Bookchin prefigured many ideas in solarpunk and degrowth before these things were even coined. But what are your critiques of him?
Tl;dr: He got a bit crazy in his later years, started a cult like commune and always had a bit of a blind spot for problems faced by BIPOCs etc.
Typical story of well known anarchist writers… ambiguous personalities 😅
One of the things I love about anarchist thinkers is that you don’t have to pretend they were infallible idols. There’s a little bit of mythologizing that goes on among anarchists, but most of us acknowledge that as a rule they were insufferable people naturally replicating the trauma they experienced from the political systems they lived under onto others. If someone is like “Bakunin was an antisemite” you can be like, “yeah, and fuck him for that. Fuck all antisemitism. But he hated the state most of all, so lets talk about why.”

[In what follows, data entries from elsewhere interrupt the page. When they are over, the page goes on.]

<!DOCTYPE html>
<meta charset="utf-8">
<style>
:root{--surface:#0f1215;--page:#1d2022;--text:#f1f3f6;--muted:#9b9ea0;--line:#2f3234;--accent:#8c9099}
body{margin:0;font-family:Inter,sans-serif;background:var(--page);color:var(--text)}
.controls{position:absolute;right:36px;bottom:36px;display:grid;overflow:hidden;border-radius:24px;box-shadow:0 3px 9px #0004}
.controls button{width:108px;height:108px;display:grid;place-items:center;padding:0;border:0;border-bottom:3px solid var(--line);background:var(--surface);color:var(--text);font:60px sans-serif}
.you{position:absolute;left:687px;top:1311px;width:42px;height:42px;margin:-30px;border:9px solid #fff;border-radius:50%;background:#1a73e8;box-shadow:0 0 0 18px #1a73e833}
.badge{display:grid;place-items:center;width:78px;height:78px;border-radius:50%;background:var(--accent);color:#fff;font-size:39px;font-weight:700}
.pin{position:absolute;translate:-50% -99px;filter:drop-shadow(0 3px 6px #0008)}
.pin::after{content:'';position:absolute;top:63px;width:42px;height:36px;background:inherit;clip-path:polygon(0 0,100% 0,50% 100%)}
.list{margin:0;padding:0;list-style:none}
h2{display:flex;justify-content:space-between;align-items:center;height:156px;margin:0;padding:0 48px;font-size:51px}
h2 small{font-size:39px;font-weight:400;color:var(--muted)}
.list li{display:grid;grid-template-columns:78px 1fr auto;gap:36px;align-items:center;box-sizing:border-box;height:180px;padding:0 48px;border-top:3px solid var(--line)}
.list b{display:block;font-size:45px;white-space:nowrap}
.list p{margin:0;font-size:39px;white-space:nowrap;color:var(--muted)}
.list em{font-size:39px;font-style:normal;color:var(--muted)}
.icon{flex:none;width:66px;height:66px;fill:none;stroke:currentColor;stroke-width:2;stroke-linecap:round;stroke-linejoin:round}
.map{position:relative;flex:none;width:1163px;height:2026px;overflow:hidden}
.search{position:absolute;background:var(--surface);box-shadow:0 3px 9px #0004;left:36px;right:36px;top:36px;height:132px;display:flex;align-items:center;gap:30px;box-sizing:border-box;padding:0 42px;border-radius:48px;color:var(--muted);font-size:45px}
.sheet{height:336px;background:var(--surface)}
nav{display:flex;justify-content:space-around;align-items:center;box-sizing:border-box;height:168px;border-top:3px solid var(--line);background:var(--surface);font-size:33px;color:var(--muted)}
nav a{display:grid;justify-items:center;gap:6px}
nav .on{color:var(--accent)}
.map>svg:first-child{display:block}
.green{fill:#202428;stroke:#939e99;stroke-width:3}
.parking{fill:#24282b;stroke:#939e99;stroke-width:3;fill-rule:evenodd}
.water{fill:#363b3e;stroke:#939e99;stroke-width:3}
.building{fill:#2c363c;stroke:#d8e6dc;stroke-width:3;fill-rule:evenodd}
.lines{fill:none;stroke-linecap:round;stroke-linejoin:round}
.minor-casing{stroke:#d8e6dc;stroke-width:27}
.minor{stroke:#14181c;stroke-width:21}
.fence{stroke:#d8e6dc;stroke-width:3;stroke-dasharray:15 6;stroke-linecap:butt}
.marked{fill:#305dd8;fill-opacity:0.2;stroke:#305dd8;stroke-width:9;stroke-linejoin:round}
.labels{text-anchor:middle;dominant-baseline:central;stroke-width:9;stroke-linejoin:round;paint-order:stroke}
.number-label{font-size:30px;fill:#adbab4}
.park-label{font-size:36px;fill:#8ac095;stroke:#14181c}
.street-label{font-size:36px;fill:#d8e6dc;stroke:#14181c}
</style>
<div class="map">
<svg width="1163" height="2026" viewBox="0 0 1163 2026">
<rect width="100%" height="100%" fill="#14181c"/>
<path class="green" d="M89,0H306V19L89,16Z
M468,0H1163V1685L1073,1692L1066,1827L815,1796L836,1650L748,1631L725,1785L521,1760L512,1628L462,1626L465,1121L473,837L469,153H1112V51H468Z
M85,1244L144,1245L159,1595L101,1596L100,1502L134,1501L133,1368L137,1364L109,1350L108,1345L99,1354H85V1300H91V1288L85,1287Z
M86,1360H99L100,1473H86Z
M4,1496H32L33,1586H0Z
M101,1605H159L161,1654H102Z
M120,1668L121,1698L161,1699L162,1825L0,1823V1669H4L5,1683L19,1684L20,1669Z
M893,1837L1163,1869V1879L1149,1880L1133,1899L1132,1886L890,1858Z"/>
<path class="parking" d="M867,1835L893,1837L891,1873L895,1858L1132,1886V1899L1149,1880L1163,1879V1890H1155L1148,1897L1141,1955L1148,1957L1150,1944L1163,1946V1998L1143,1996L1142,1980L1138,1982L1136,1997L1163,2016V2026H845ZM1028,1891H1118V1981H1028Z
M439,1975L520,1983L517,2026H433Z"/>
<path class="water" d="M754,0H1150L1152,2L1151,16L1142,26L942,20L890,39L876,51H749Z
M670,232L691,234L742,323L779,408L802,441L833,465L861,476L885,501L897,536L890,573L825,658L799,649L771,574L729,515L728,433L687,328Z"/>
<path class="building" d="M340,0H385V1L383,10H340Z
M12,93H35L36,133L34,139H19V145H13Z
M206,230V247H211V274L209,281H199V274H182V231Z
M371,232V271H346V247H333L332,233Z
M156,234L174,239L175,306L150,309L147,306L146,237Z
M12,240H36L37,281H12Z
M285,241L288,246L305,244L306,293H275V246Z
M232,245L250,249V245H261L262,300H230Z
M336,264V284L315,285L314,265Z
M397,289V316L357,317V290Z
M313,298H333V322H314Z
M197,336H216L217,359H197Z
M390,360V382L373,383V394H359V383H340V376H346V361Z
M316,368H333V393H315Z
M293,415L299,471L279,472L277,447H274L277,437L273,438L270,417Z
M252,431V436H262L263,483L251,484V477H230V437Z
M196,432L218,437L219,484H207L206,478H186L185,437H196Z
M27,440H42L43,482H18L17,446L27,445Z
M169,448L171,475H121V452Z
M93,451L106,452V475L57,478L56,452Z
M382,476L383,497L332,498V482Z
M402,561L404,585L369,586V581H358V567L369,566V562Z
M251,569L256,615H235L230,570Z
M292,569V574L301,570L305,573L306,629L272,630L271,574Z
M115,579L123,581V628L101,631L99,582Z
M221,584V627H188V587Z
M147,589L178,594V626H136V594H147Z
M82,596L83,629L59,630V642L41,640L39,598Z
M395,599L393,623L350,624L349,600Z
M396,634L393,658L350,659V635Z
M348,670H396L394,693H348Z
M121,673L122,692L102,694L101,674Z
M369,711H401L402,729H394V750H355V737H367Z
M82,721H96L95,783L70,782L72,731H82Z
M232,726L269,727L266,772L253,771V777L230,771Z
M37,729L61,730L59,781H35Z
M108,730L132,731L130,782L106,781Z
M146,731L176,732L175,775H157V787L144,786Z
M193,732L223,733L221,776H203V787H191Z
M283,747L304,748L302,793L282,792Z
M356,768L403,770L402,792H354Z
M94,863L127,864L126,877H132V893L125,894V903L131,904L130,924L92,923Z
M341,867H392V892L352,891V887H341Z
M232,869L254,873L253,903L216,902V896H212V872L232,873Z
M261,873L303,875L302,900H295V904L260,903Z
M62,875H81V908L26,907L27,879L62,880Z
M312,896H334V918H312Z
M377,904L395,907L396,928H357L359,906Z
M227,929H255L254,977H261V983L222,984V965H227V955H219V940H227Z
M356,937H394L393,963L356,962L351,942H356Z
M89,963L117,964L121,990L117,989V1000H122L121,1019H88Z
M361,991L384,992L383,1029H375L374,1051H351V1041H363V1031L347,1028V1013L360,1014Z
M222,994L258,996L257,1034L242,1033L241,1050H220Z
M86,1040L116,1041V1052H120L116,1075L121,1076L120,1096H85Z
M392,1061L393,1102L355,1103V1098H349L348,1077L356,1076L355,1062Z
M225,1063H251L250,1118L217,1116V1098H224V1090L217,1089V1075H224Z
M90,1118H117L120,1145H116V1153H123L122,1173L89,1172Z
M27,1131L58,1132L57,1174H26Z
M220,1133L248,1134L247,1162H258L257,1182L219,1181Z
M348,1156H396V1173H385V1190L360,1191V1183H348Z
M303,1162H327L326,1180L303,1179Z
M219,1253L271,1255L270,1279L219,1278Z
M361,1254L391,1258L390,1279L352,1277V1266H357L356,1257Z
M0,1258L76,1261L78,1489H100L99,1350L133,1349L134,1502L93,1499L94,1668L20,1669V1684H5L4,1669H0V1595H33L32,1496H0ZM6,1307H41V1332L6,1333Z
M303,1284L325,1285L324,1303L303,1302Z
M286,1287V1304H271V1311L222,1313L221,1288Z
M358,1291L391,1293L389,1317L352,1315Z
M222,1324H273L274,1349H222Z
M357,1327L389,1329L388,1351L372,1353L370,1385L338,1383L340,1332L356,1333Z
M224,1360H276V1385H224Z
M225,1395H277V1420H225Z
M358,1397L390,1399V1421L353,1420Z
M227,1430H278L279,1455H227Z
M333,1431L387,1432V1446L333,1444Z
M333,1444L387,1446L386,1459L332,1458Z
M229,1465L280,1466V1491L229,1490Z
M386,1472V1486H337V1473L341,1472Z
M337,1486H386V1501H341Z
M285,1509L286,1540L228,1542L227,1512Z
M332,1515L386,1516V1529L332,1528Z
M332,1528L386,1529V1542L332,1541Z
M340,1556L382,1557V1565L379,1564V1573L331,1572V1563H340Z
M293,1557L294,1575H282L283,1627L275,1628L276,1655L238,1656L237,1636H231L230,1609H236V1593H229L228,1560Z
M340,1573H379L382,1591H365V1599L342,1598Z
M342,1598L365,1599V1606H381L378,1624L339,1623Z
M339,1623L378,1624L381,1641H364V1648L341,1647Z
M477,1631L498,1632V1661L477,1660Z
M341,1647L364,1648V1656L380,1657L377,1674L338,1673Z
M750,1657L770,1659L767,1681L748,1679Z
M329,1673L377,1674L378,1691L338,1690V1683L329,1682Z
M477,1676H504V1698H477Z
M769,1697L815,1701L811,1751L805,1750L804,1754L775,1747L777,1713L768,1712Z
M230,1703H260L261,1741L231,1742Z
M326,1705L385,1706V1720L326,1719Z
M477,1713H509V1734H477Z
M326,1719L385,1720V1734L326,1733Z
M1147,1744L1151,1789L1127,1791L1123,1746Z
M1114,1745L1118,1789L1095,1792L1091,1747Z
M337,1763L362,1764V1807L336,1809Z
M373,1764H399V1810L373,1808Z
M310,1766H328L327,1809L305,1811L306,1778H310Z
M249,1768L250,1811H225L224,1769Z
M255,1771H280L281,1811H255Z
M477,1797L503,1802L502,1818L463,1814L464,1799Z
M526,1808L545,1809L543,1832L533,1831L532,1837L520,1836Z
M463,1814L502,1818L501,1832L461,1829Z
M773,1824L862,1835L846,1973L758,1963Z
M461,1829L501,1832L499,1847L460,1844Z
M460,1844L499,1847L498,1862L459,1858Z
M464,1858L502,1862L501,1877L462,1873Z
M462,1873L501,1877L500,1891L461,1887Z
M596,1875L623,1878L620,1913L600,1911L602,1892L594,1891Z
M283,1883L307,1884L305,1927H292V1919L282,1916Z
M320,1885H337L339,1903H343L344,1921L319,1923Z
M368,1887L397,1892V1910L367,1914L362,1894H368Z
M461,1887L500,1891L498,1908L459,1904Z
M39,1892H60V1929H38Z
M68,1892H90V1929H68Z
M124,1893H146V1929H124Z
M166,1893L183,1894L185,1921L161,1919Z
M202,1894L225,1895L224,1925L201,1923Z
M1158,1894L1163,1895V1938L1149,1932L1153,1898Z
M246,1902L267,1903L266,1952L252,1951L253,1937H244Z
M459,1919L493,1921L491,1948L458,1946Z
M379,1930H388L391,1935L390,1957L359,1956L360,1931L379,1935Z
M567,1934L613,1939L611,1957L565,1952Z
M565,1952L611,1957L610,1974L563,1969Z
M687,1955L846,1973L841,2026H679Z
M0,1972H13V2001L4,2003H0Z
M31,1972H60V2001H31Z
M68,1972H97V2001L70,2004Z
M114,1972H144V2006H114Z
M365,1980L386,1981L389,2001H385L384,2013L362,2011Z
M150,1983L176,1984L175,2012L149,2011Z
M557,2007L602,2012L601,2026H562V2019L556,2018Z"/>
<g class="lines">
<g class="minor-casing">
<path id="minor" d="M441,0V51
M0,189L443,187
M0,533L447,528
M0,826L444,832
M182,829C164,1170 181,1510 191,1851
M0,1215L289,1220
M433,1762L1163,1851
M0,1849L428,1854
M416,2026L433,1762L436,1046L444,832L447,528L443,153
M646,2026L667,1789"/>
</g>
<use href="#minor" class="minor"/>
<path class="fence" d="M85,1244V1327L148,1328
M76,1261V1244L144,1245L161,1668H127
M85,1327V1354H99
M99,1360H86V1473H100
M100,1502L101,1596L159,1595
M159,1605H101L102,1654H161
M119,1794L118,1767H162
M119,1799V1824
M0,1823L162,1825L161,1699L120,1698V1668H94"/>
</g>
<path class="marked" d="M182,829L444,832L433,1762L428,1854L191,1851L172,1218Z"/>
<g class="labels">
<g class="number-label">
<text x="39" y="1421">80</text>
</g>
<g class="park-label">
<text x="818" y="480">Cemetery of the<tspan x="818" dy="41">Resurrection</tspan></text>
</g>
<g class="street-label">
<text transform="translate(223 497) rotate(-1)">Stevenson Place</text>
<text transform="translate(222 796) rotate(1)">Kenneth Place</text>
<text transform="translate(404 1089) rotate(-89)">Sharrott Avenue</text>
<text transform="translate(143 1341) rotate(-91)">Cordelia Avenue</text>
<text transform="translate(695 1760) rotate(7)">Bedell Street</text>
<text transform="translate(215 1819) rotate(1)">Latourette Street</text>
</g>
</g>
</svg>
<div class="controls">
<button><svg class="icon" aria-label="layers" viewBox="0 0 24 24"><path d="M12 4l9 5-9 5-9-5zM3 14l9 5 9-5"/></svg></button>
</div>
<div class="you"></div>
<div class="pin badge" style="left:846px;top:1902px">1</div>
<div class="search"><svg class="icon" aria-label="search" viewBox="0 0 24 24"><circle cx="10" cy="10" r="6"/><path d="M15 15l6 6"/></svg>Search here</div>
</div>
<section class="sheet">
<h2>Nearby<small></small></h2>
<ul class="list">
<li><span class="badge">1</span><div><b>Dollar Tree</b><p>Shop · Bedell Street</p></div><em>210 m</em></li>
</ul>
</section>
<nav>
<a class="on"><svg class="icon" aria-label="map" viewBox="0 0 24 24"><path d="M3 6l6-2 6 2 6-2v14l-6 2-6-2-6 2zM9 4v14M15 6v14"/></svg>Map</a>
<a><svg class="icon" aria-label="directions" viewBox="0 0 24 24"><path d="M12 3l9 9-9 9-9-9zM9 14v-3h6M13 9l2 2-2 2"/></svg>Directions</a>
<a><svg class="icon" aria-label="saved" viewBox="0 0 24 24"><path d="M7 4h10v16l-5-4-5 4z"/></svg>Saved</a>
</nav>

I don’t think that’s a good thing – it has definitely been an obstacle in anarchist organizing, and we wouldn’t say “Be careful with each other…” if we didn’t need to be reminded. Maybe if there was an anarchist Mr. Rogers, we’d have automated transgender space luxury communism already.
No Gods, no masters also means no anarchist gods or masters.
Cool comment
Reminds me of something I heard someone say a few years ago (I can’t remember who said it): Build statues of ideas, not people.
Lmao I need to learn more about this, what commune?
Well… it’s probably a bit unfair to describe it like that. I was going by some unfavourable description of his later years in the ISE in Plainfield.
I feel like his critique of is individualist anarchism is pretty weak and mostly argues against a straw man.
True
I feel like in his later years he spent too much time dunking on anarchists. I think there is a lot of good in Communalism but don’t necessarily think it needs to be in conflict with ideologies such as Anarchism. If you get rid of some of the fluff such as constitutions then it’s basically a way to organize an anarchist society and fits well with syndicalism. Communalism as a way to organize where we live and syndicalism as a way to organize where we work.